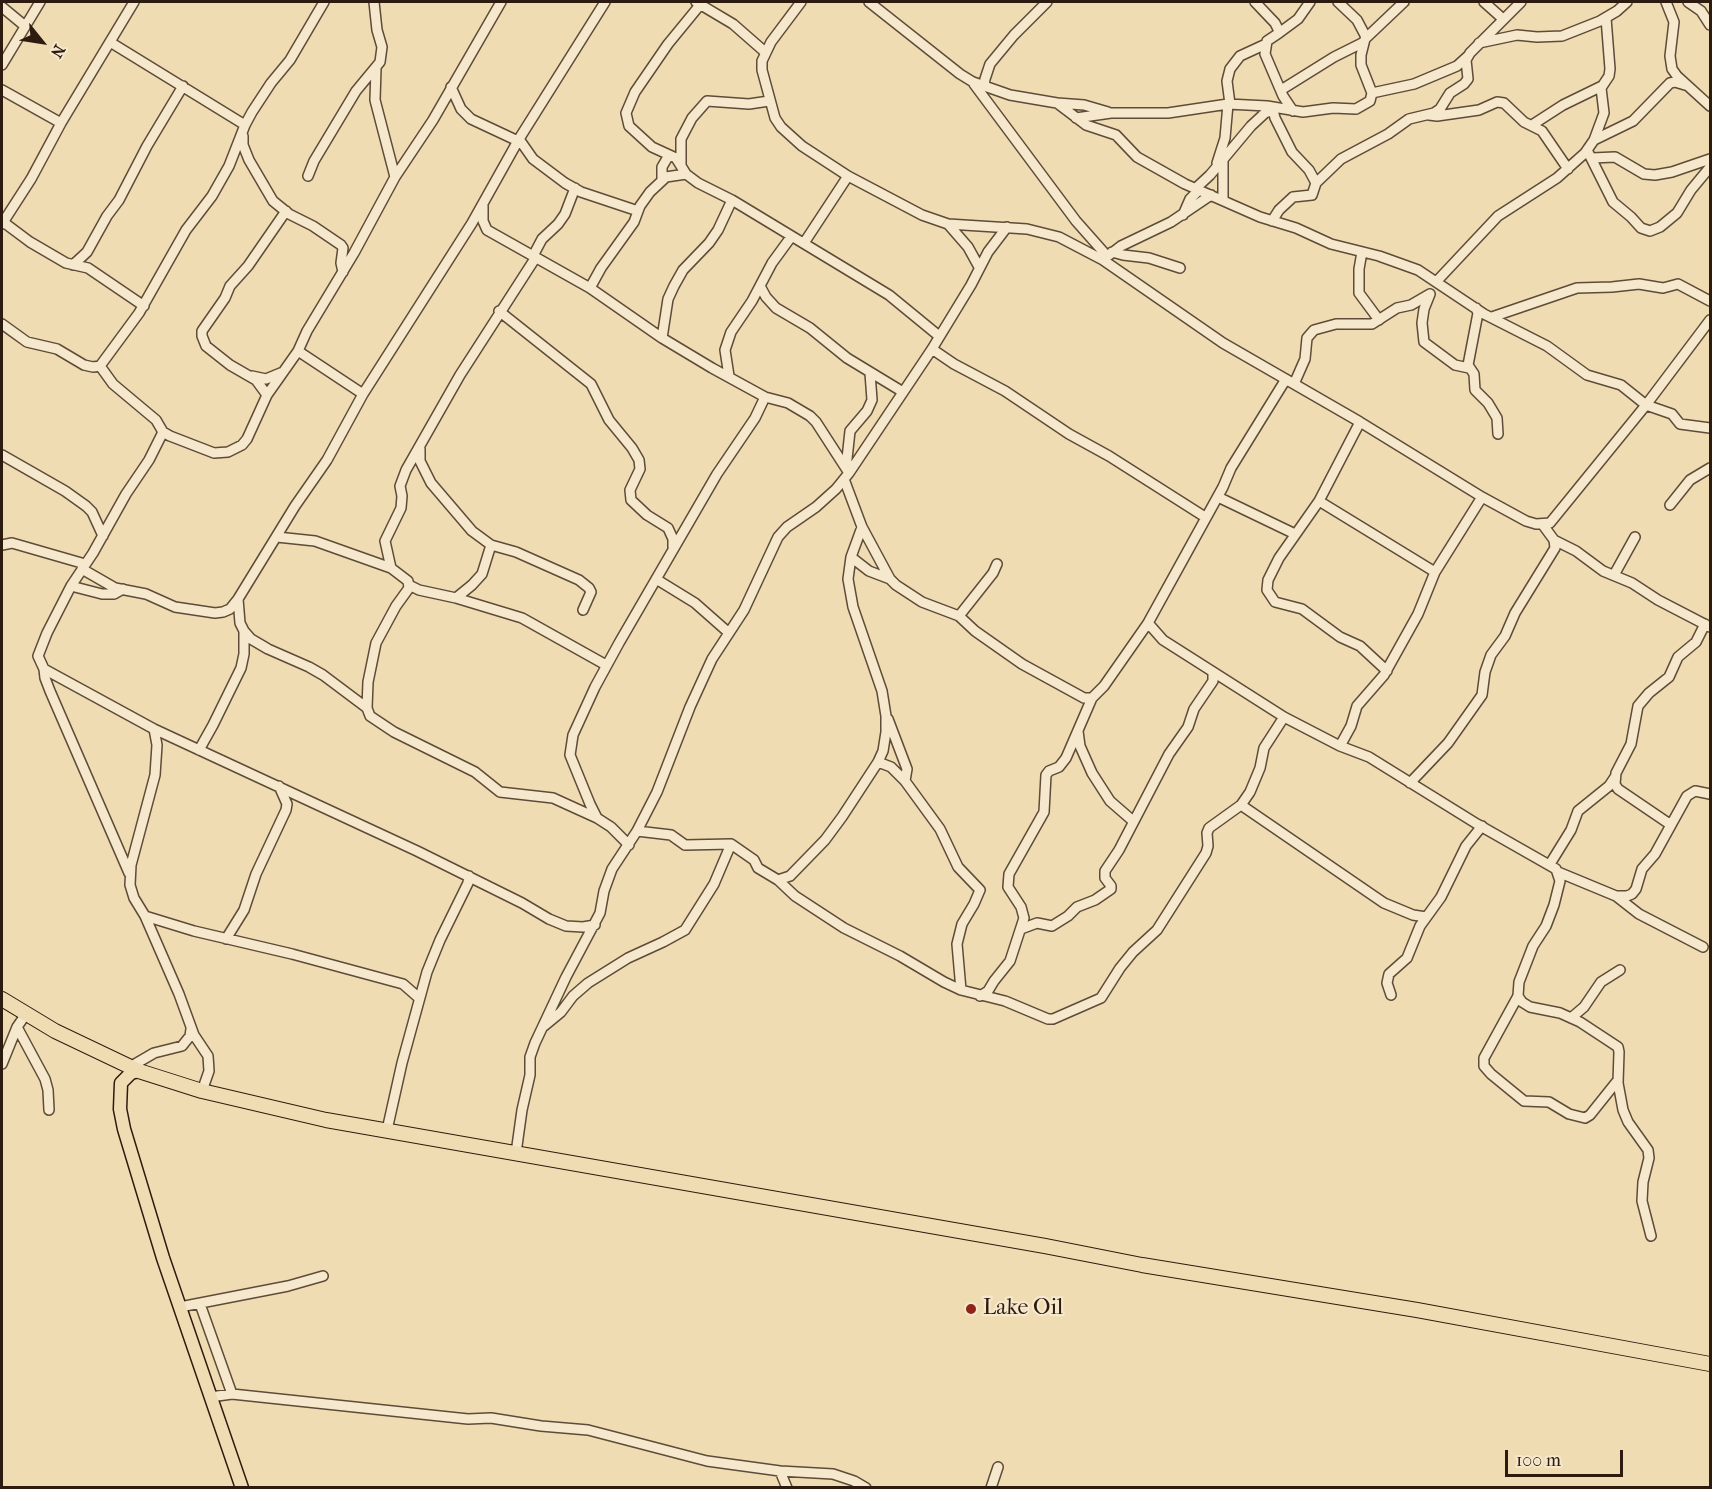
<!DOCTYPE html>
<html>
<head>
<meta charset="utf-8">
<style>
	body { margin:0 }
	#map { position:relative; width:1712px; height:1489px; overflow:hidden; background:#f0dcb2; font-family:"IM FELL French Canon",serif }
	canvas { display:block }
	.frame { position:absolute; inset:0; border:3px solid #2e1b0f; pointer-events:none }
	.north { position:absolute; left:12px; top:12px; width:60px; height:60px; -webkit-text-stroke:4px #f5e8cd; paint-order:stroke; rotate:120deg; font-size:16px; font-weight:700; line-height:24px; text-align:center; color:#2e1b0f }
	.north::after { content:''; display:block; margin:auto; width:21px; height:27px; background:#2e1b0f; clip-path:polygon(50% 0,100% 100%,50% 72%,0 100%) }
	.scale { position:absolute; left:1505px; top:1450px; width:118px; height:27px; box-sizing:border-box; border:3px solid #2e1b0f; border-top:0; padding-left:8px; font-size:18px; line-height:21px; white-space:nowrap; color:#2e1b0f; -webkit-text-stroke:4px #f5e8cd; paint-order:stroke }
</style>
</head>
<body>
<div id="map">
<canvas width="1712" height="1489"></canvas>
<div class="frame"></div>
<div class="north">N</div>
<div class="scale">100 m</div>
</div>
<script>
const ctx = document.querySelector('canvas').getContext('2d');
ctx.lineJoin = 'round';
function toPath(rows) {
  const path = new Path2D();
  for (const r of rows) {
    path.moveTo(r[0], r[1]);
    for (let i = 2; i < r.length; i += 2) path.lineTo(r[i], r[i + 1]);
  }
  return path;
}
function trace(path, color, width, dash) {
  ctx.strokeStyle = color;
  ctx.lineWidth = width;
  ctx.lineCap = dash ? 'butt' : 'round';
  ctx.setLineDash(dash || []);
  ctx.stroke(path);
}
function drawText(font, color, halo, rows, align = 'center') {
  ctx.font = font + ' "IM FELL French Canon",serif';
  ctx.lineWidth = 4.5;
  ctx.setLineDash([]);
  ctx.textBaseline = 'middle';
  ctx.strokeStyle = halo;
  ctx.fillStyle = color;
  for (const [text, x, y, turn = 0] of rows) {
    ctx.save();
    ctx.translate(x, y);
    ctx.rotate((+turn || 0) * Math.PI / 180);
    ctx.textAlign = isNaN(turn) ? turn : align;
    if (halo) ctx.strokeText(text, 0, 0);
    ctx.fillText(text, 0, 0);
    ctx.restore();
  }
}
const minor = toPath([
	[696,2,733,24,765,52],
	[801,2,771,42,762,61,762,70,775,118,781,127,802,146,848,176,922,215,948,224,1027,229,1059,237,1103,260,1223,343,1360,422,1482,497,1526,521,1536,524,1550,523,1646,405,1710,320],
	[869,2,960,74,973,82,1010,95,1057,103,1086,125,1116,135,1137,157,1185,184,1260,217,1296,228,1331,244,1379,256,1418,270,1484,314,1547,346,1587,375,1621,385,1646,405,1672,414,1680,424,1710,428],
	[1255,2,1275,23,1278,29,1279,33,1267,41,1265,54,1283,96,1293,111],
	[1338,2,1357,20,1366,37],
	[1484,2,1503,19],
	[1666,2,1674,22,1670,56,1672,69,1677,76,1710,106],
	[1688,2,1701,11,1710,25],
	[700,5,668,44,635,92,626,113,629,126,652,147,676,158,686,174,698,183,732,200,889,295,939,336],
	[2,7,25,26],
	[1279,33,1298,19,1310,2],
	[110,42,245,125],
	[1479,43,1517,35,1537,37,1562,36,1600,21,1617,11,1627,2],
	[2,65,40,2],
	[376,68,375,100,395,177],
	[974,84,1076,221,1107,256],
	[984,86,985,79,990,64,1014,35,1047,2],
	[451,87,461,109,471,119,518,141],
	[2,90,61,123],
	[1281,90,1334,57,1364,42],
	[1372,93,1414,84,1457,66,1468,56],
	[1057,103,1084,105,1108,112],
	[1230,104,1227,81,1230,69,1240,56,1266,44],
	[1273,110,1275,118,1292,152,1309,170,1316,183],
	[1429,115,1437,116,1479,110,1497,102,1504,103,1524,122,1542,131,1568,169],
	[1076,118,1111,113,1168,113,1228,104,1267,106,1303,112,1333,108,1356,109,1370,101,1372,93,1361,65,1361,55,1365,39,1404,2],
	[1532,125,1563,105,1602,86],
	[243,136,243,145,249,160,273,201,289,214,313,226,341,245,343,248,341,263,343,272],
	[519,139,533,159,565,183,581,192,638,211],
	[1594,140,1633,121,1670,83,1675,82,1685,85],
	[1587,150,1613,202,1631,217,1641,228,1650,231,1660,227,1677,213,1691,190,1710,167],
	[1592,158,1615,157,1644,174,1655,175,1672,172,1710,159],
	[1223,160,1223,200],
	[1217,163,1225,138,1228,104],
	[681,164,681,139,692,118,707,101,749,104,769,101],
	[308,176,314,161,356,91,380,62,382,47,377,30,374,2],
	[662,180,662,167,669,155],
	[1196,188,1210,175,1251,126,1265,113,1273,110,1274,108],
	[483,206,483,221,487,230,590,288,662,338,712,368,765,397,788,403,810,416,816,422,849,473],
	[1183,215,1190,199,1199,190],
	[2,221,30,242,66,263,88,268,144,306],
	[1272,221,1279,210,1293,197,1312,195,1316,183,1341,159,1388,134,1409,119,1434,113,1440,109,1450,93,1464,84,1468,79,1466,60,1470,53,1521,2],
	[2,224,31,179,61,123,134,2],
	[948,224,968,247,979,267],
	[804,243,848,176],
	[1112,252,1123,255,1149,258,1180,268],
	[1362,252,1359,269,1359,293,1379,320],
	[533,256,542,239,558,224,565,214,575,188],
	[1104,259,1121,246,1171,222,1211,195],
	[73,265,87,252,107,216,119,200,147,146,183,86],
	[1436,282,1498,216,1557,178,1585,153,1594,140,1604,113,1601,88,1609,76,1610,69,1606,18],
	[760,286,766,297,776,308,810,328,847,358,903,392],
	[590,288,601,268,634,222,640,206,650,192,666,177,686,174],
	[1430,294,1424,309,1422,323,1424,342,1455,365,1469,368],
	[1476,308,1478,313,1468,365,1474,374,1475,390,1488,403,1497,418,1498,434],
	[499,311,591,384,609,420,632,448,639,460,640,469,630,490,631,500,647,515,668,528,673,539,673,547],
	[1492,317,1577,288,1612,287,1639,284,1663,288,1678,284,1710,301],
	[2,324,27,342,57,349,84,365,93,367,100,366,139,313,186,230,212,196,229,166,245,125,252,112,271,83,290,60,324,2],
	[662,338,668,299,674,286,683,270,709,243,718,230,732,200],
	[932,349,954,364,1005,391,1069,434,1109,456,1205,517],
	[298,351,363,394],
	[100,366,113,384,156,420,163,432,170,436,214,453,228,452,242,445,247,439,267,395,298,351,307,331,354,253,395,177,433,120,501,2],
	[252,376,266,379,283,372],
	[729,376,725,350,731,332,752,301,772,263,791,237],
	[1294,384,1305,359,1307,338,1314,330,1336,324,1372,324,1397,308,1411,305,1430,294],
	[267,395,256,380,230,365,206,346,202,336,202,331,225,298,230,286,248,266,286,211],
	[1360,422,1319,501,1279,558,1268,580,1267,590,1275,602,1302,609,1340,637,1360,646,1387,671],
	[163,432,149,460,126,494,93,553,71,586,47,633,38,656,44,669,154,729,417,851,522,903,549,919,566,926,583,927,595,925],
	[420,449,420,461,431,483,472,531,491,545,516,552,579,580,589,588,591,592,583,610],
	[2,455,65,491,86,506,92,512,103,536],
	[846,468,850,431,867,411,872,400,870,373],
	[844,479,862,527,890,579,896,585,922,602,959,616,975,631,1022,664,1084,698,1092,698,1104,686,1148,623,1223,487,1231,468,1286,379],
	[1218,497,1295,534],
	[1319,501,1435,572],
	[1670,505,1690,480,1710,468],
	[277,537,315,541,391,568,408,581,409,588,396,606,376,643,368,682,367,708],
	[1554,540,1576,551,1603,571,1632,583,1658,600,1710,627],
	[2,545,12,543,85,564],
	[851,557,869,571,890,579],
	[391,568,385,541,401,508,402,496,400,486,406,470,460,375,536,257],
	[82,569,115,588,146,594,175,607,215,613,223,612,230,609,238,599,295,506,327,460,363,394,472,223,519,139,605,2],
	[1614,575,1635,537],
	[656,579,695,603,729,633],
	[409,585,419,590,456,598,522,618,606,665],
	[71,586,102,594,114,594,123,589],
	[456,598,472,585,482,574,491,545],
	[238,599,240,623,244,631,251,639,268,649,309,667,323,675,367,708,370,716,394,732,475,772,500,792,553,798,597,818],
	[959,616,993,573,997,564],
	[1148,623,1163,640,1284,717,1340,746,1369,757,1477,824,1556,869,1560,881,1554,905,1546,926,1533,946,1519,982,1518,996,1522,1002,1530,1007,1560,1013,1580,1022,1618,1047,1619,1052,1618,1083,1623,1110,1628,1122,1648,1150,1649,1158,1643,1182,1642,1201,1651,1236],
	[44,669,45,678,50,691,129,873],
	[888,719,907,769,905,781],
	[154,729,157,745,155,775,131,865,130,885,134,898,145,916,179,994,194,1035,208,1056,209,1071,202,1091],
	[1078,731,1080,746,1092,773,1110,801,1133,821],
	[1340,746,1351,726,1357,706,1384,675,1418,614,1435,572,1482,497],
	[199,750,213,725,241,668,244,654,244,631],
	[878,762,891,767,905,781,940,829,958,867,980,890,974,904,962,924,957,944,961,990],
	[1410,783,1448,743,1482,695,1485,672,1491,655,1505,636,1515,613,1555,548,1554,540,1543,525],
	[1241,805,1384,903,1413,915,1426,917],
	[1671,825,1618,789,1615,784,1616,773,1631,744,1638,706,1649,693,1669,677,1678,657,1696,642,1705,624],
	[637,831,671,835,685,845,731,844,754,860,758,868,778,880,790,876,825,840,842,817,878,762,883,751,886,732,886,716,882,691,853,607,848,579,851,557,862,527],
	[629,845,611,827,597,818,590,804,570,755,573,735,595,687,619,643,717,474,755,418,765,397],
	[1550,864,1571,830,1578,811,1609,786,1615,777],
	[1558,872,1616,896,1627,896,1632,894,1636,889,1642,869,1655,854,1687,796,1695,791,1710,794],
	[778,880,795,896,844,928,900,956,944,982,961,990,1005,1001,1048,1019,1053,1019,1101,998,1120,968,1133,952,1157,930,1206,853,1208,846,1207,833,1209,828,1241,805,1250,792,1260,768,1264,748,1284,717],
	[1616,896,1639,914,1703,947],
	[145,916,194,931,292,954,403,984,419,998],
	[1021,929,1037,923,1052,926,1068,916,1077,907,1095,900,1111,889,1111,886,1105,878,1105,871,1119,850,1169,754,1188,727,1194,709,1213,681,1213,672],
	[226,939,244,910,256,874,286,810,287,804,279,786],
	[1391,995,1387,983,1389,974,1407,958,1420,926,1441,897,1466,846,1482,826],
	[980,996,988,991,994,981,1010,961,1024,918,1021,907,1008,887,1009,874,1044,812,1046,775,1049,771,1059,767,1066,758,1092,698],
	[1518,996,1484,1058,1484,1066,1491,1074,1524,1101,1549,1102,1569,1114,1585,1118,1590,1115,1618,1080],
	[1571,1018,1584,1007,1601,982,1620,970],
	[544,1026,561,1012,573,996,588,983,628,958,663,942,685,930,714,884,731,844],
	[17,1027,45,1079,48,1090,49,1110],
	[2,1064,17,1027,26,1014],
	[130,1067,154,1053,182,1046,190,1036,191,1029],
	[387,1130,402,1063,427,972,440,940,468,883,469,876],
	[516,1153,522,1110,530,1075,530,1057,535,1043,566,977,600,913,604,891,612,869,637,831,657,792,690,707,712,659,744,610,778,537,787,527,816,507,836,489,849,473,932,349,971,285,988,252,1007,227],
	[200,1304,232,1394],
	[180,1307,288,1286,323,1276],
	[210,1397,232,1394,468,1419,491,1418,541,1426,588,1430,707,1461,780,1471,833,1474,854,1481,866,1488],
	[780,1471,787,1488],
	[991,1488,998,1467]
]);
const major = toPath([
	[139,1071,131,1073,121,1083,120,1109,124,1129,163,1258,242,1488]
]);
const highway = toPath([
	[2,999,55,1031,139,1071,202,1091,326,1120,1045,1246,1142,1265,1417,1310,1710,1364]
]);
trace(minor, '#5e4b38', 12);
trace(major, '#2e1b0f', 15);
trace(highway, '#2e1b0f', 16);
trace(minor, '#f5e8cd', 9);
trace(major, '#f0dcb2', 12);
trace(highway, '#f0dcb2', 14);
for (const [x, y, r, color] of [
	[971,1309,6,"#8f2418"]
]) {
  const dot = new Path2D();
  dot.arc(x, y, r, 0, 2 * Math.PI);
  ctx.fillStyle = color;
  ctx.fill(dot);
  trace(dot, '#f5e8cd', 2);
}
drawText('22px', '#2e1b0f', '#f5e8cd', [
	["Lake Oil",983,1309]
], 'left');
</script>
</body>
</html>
★ ★ ★ ★ ★
== EXERCISE AIM ==
Nothing but the lines from the first line of the data through the line with "position:absolute; left:12px; top:12px;" belongs in the answer, copied exactly and without pictures.

== RESPONSE TO THIS EXERCISE ==
<!DOCTYPE html>
<html>
<head>
<meta charset="utf-8">
<style>
	body { margin:0 }
	#map { position:relative; width:1712px; height:1489px; overflow:hidden; background:#f0dcb2; font-family:"IM FELL French Canon",serif }
	canvas { display:block }
	.frame { position:absolute; inset:0; border:3px solid #2e1b0f; pointer-events:none }
	.north { position:absolute; left:12px; top:12px; width:60px; height:60px; -webkit-text-stroke:4px #f5e8cd; paint-order:stroke; rotate:120deg; font-size:16px; font-weight:700; line-height:24px; text-align:center; color:#2e1b0f }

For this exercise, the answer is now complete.